**REQUIREMENT:**
Go through the lines below and tally those containing the string "above". Respond with the number only.
--- START ---
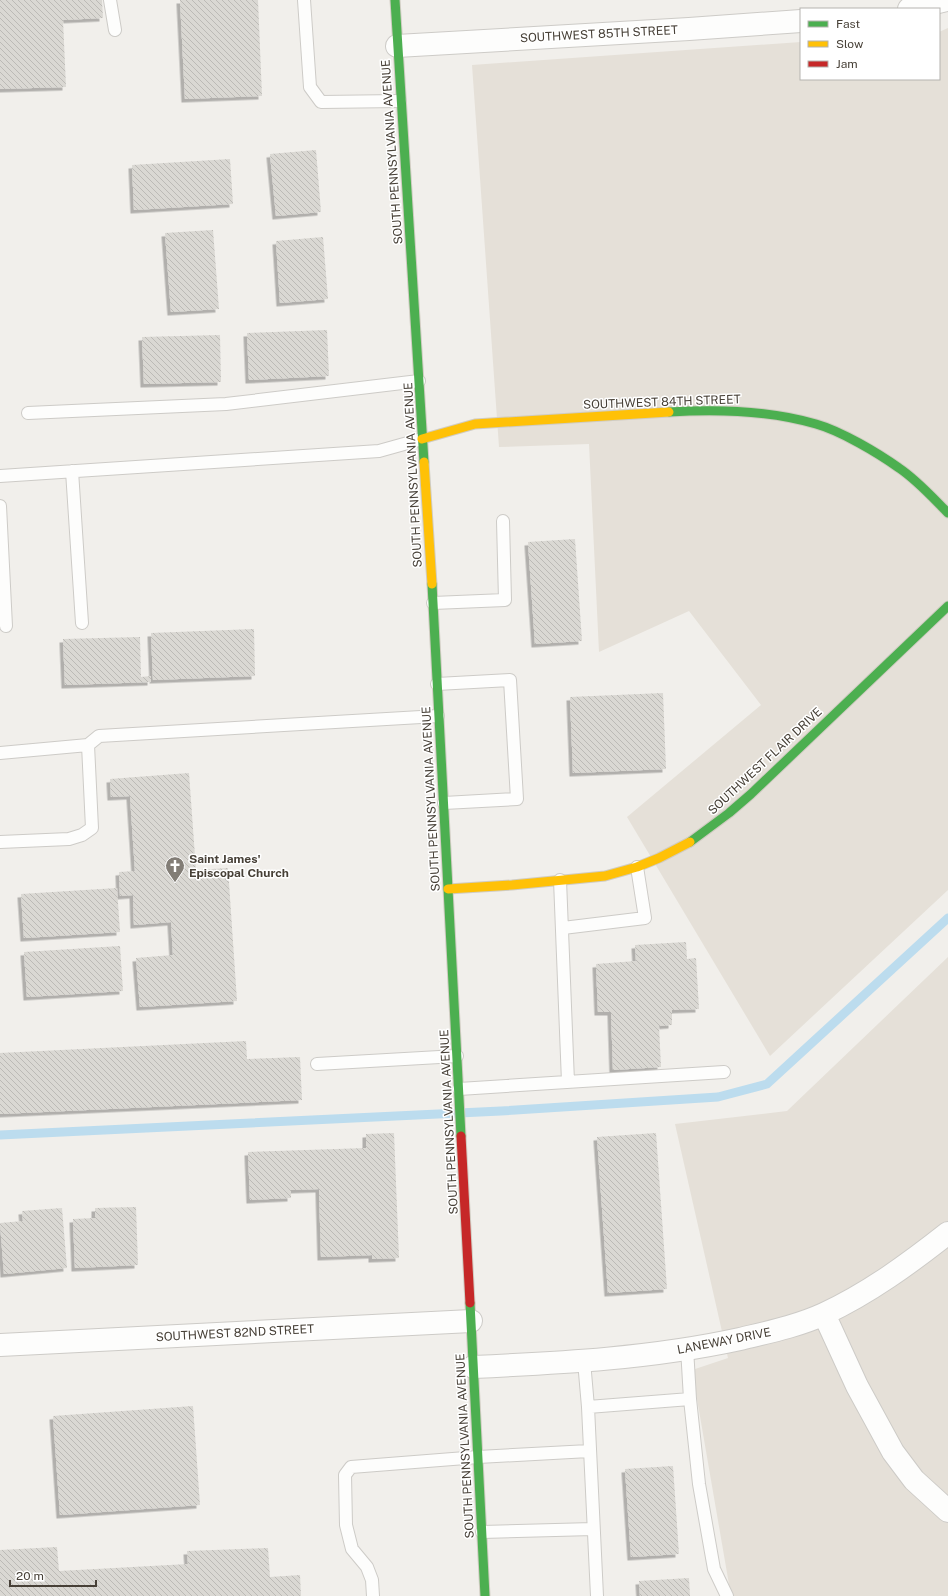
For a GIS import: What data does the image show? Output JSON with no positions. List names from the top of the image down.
{
  "streets": {
    "main road": ["SOUTH PENNSYLVANIA AVENUE", "SOUTHWEST 84TH STREET", "SOUTHWEST FLAIR DRIVE"],
    "street": ["SOUTHWEST 85TH STREET", "SOUTHWEST 82ND STREET", "LANEWAY DRIVE"]
  },
  "crossings": [
    ["SOUTHWEST 85TH STREET", "SOUTH PENNSYLVANIA AVENUE"],
    ["SOUTH PENNSYLVANIA AVENUE", "SOUTHWEST 84TH STREET"],
    ["SOUTH PENNSYLVANIA AVENUE", "SOUTHWEST FLAIR DRIVE"],
    ["SOUTH PENNSYLVANIA AVENUE", "SOUTHWEST 82ND STREET"],
    ["SOUTH PENNSYLVANIA AVENUE", "LANEWAY DRIVE"]
  ],
  "places": {
    "church": ["Saint James' Episcopal Church"]
  },
  "legend": ["Fast", "Slow", "Jam"],
  "scale_bar": "20 m"
}
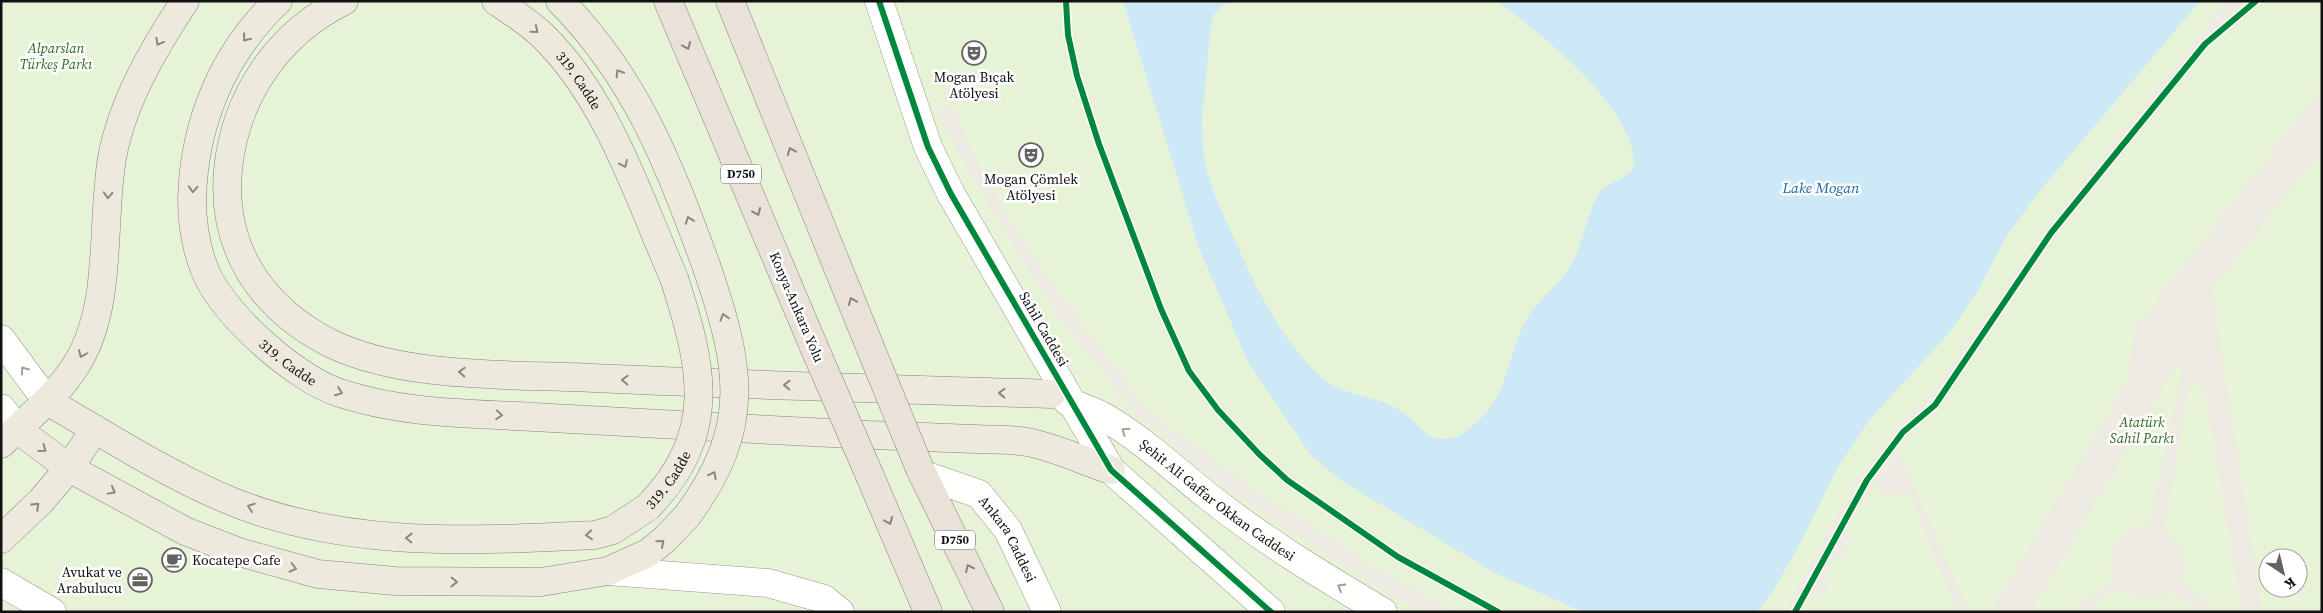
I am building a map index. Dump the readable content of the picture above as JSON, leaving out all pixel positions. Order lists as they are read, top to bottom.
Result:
{
  "streets": {
    "highway": ["D750", "Konya-Ankara Yolu"],
    "main road": ["319. Cadde"],
    "street": ["Sahil Caddesi", "Şehit Ali Gaffar Okkan Caddesi", "Ankara Caddesi"]
  },
  "crossings": [
    ["319. Cadde", "Sahil Caddesi"],
    ["D750", "Ankara Caddesi"],
    ["Sahil Caddesi", "Şehit Ali Gaffar Okkan Caddesi"]
  ],
  "one_way": ["Şehit Ali Gaffar Okkan Caddesi"],
  "water": ["Lake Mogan"],
  "parks": ["Alparslan Türkeş Parkı", "Atatürk Sahil Parkı"],
  "places": {
    "theatre": ["Mogan Bıçak Atölyesi", "Mogan Çömlek Atölyesi"],
    "cafe": ["Kocatepe Cafe"],
    "office": ["Avukat ve Arabulucu"]
  },
  "north": "bottom right"
}
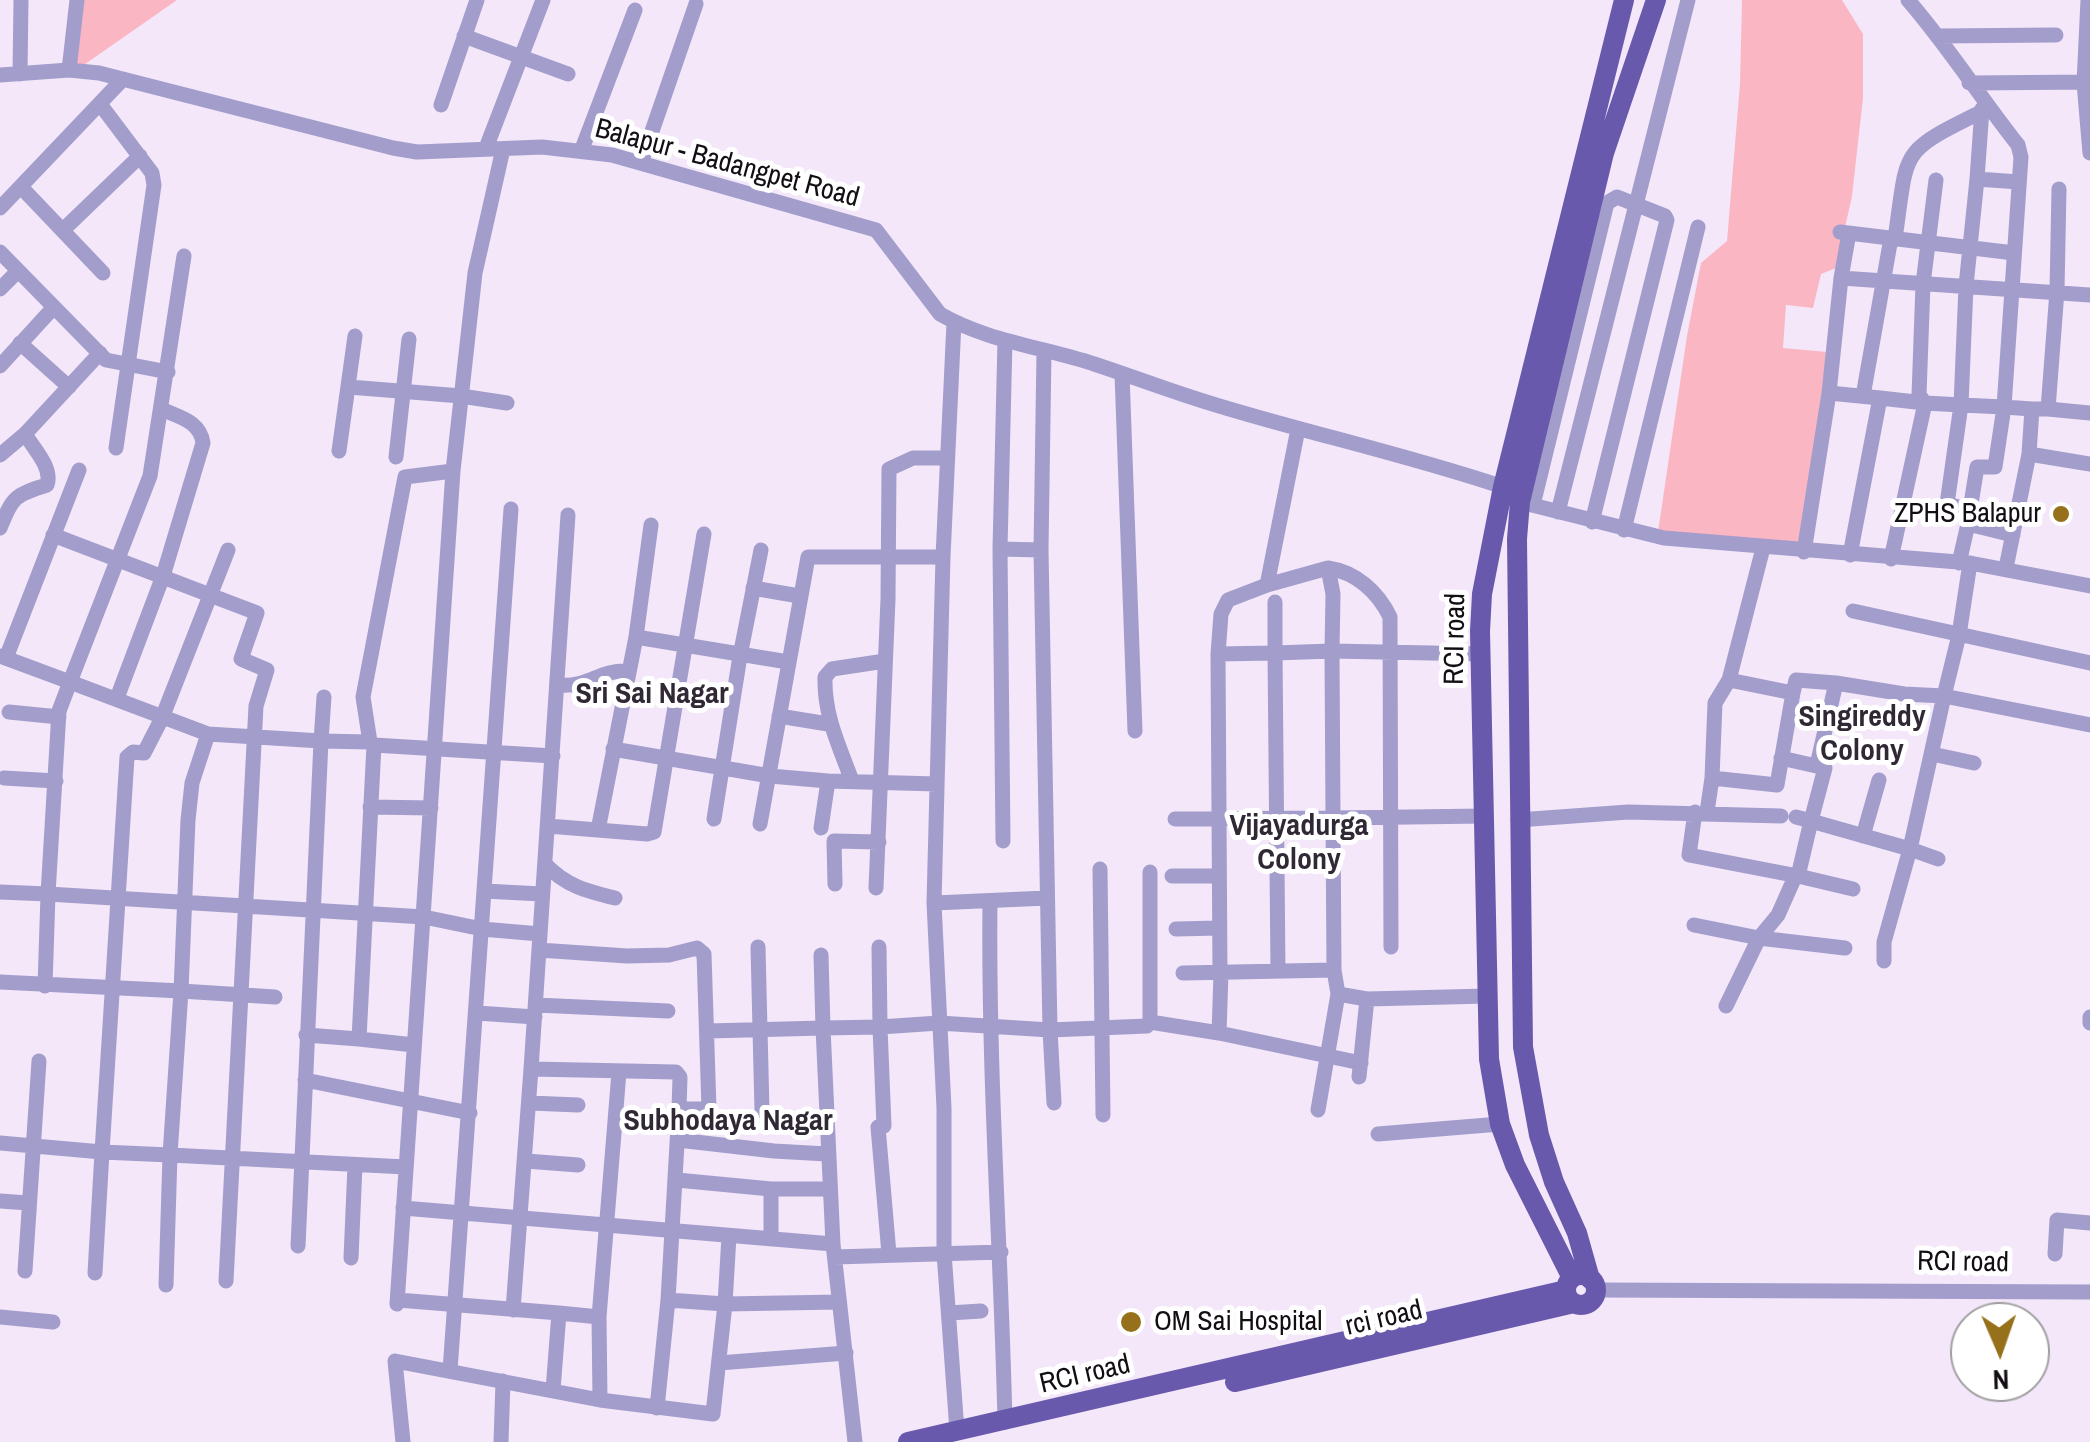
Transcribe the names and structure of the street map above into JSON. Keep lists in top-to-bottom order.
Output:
{
  "streets": {
    "main road": ["RCI road", "rci road"],
    "street": ["Balapur - Badangpet Road"]
  },
  "crossings": [
    ["Balapur - Badangpet Road", "RCI road"],
    ["RCI road", "rci road"]
  ],
  "districts": [
    "Sri Sai Nagar",
    "Singireddy Colony",
    "Vijayadurga Colony",
    "Subhodaya Nagar"
  ],
  "places": ["ZPHS Balapur", "OM Sai Hospital"],
  "north": "bottom"
}
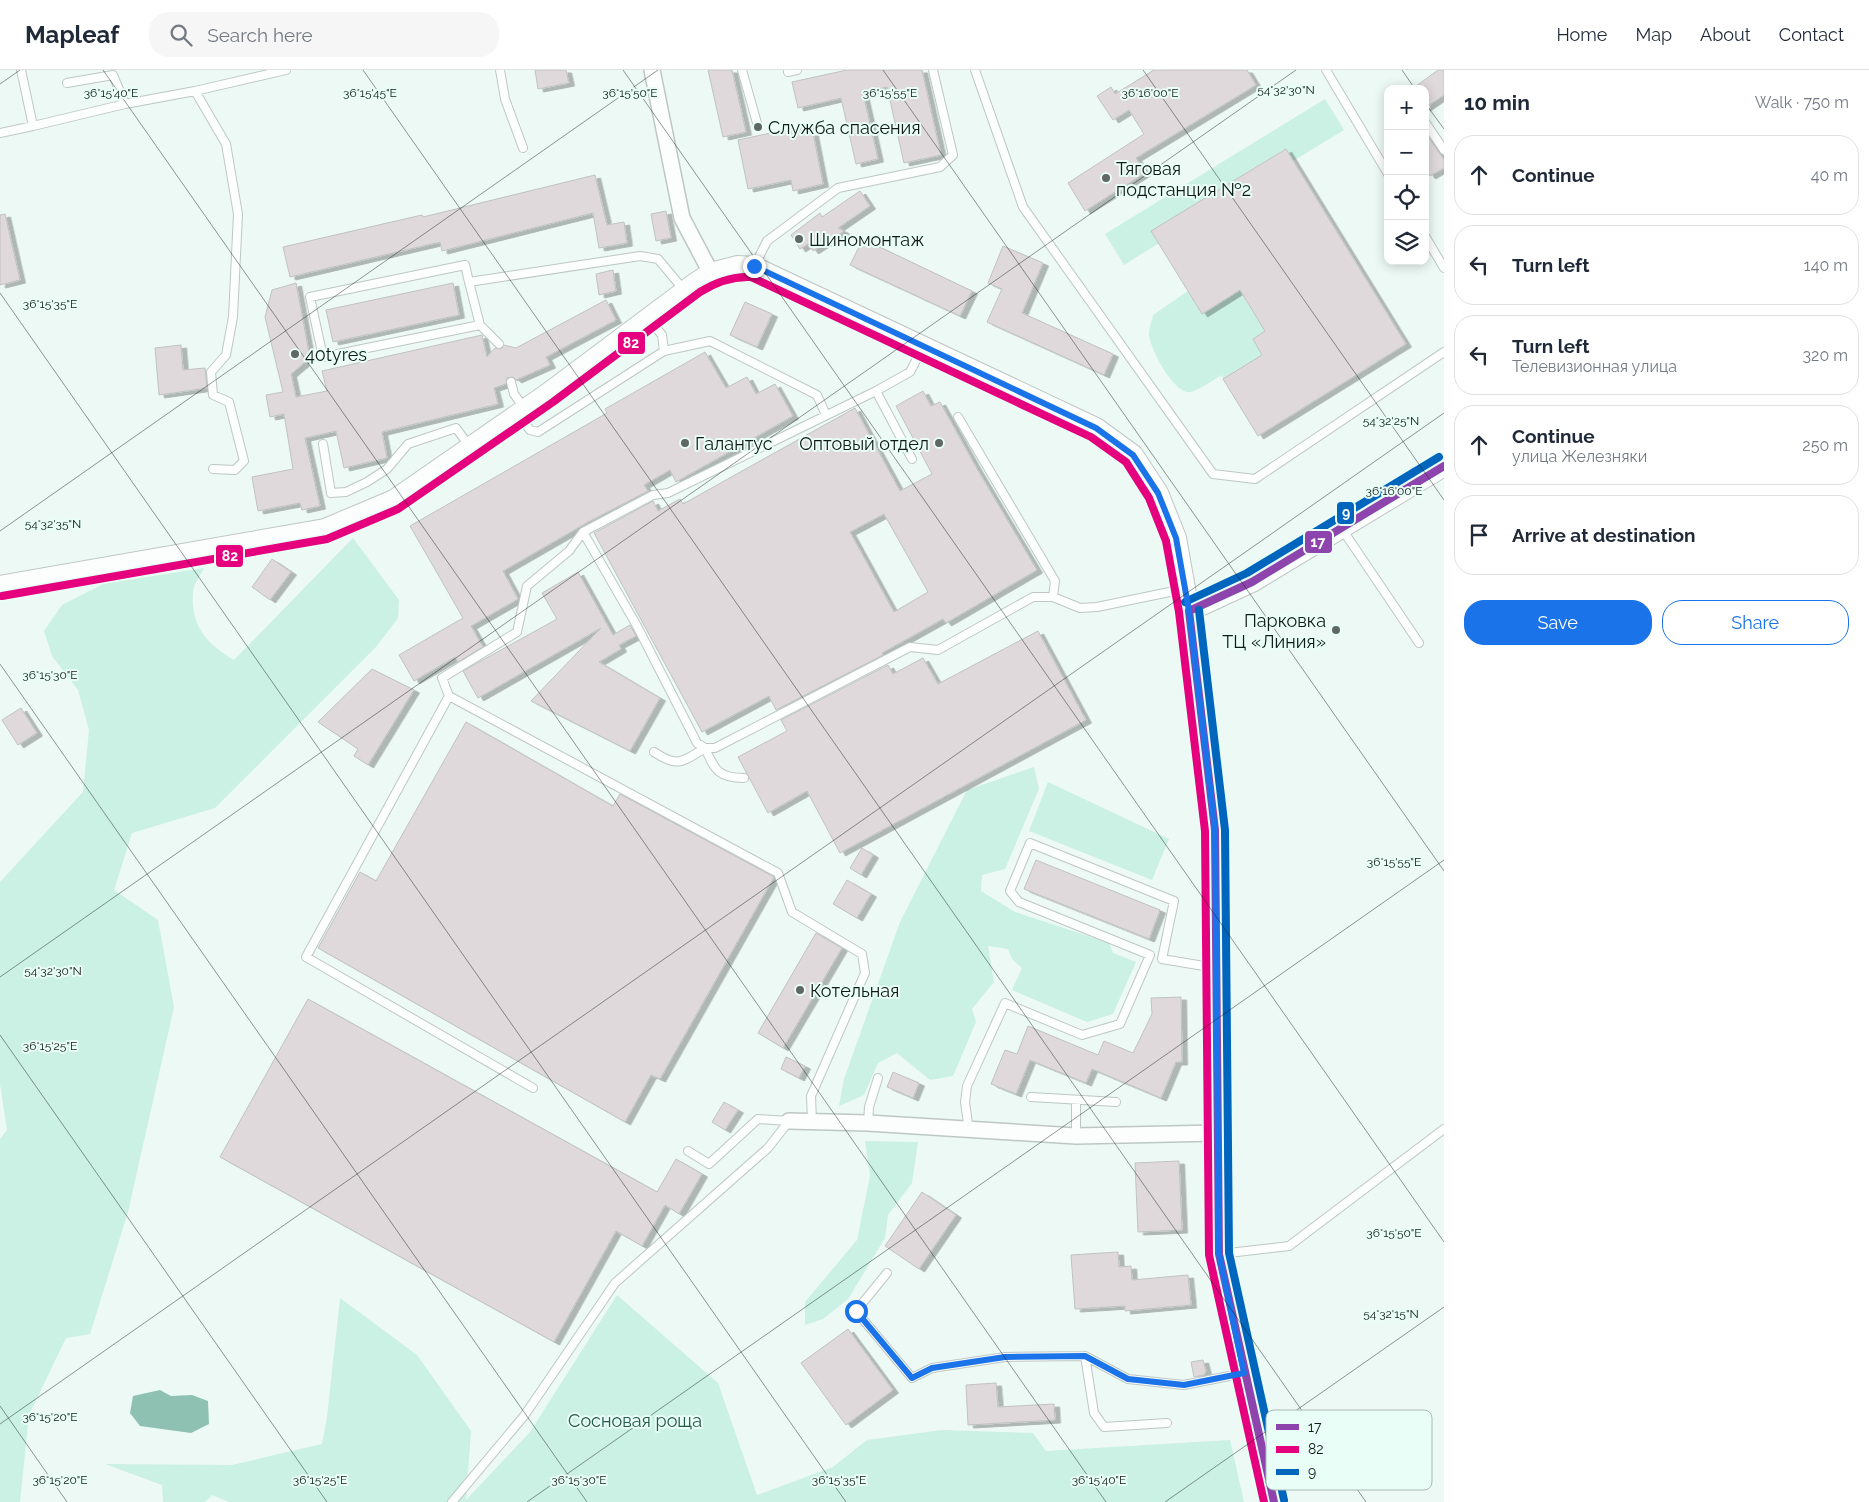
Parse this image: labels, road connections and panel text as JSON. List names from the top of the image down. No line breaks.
--- END ---
**TASK RESPONSE:**
2